Donor demographic characteristics for CCP (n = 766) and FFP (n = 166).

Donor characteristics	CCP donors (n = 766) mean, [SD]	FFP donors (n = 166) mean, [SD]
Age	38.3 [ ± 13.6]	39.7 [ ± 14.2]
	CCP donors (n = 766) n, (%)	FFP donors (n = 166) n, (%)
Sex
Female	282 (36.8)	35 (21.1)
Male	484 (63.2)	131 (78.9)
Group
A	356 (46.5)	4 (2.4)
B	52 (6.8)	1 (0.6)
AB	53 (6.9)	156 (94)
O	305 (39.8)	5 (3)
Rhesus
Negative	138 (18)	28 (16.9)
Positive	628 (82)	138 (83.1)

The concentration of several soluble inflammatory factors sCD40L, IFN-beta, IL-1 beta, IL-8, IL-18, IFN-alpha, IFN-gamma, IL-6, TNF-alpha and IL-10 were assessed in CCP (n = 766) and FFP (n = 166) (Fig. 2 and Supplemental Table S1). sCD40L was tested as a reference inflammatory marker due to its consistent association with ARs in both our experience and that of other groups.20, 21, 22, 23, 24, 25 While most factors were comparable in terms of CCP and control FFP, IL-6 and TNF-alpha concentrations were found to be elevated to a statistically significant extent (unpaired t-tests) in CCP compared to control plasma 0.531 ± 0.04 versus 0.271 ± 0.04 pg/mL; (95% confidence interval [CI], 0.07371–0.4446; p = 0.0061) and 0.900 ± 0.07 versus 0.283 ± 0.07 pg/mL; (95% confidence interval [CI], 0.3097–0.9202; p = 0.0000829), respectively, and IL-10 concentrations had decreased (0.731 ± 0.007 versus 1.22 ± 0.19 pg/mL; (95% confidence interval [CI], −0.8180 to −0.1633; p = 0.0034)). It is important to note that there was no correlation between inflammatory characteristics and ABO blood groups for both CCP and FFP (unpublished data).

Fig. 2.

Inflammatory characteristics of COVID-19 convalescent plasma. Concentrations of 10 soluble factors in the FFP (n = 166) considered as the gold standard versus the CCP (n = 766)—A) sCD40L (pg/mL), B) IFN-beta (pg/mL), C) IL-1 beta (pg/mL), D) IL-8 (pg/mL), E) IL-18 (pg/mL), F) IFN-alpha (pg/mL), G) IFN-gamma (pg/mL), H) IL-6 (pg/mL), I) TNF-alpha (pg/mL) and J) IL-10 (pg/mL). Scatter dot plots represent data and the red line denotes the median of raw data. Statistical analyses were performed using unpaired t-tests.

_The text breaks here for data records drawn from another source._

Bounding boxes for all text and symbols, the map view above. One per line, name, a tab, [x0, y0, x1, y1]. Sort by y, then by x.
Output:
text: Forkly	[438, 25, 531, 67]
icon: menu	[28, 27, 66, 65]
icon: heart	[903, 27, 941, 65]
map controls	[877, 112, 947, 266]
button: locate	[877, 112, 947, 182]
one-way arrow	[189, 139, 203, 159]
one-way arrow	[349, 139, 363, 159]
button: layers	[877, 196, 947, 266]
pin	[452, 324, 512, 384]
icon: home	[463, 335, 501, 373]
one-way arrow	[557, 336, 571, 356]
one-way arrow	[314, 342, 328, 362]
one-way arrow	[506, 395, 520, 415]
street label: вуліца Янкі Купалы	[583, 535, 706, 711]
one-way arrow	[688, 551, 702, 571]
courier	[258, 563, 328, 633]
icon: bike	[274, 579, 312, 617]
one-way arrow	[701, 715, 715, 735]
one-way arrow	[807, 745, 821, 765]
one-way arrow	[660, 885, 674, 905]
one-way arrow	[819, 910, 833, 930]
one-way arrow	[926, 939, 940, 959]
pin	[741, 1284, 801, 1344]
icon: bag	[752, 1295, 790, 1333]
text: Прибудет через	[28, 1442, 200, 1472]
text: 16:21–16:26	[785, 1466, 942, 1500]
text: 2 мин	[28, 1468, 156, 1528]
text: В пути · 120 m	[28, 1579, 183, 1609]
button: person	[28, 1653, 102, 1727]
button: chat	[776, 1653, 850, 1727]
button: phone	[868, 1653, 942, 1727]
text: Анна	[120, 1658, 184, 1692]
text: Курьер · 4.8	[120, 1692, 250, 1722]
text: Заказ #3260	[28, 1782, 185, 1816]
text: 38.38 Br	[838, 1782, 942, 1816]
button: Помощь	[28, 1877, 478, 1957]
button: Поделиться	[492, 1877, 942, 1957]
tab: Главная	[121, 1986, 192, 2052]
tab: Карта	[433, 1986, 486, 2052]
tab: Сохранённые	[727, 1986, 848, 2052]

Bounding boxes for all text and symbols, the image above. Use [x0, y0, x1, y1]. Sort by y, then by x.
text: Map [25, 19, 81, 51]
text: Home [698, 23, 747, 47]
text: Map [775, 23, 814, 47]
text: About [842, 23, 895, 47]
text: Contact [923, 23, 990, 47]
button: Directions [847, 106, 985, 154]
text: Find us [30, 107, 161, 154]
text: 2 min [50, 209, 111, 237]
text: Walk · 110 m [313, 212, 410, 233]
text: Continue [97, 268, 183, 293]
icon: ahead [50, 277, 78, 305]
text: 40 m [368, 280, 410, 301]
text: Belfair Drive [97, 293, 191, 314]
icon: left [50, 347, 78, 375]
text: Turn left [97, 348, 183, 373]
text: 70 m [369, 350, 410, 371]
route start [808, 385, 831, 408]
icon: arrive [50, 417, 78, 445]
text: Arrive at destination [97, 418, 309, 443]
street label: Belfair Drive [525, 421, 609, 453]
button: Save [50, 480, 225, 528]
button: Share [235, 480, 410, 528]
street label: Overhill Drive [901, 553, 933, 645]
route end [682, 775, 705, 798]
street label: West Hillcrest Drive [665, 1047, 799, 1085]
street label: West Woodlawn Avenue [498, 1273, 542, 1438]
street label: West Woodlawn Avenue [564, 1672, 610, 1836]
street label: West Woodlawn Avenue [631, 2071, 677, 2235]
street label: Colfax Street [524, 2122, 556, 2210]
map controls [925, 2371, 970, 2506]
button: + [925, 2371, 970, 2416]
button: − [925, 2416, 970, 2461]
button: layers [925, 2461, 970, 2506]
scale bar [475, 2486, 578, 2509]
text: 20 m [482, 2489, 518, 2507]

Bioactivity of COVID-19 convalescent plasma versus fresh frozen plasma assessed on endothelial cells

CCP (n = 20) and FFP (n = 20) (random sampling) were added to HPMVECs to assess the effects of CCP versus FFP in terms of endothelial viability. Compared to FFP, CCP did not alter HPMVEC viability (Fig. 3 and Supplemental Table S2). As a positive control for endothelial cell injury, Shigatoxin 145 was spiked in plasma from healthy adults, incubated at 37 °C for 15 min, before being added to HPMVECs with a statistically significant decrease in HPMVEC viability as described previously.¹⁹

Fig. 3.

Endothelial cell cytotoxicity. HPMVEC cytotoxicity induced by FFP (n = 20) considered as the gold standard versus the CCP without ARs (n = 20). HPMVEC cytotoxicity induced by negative and positive controls. Shigatoxin 145 spiked in healthy adult plasma was considered as the positive control (n = 6) and Healthy Donor Plasma-stimulated HPMVEC cells were the negative control (n = 6). Scatter dot plots represent data and the red line denotes the median of raw data. Statistical analyses were performed using one-way Anova.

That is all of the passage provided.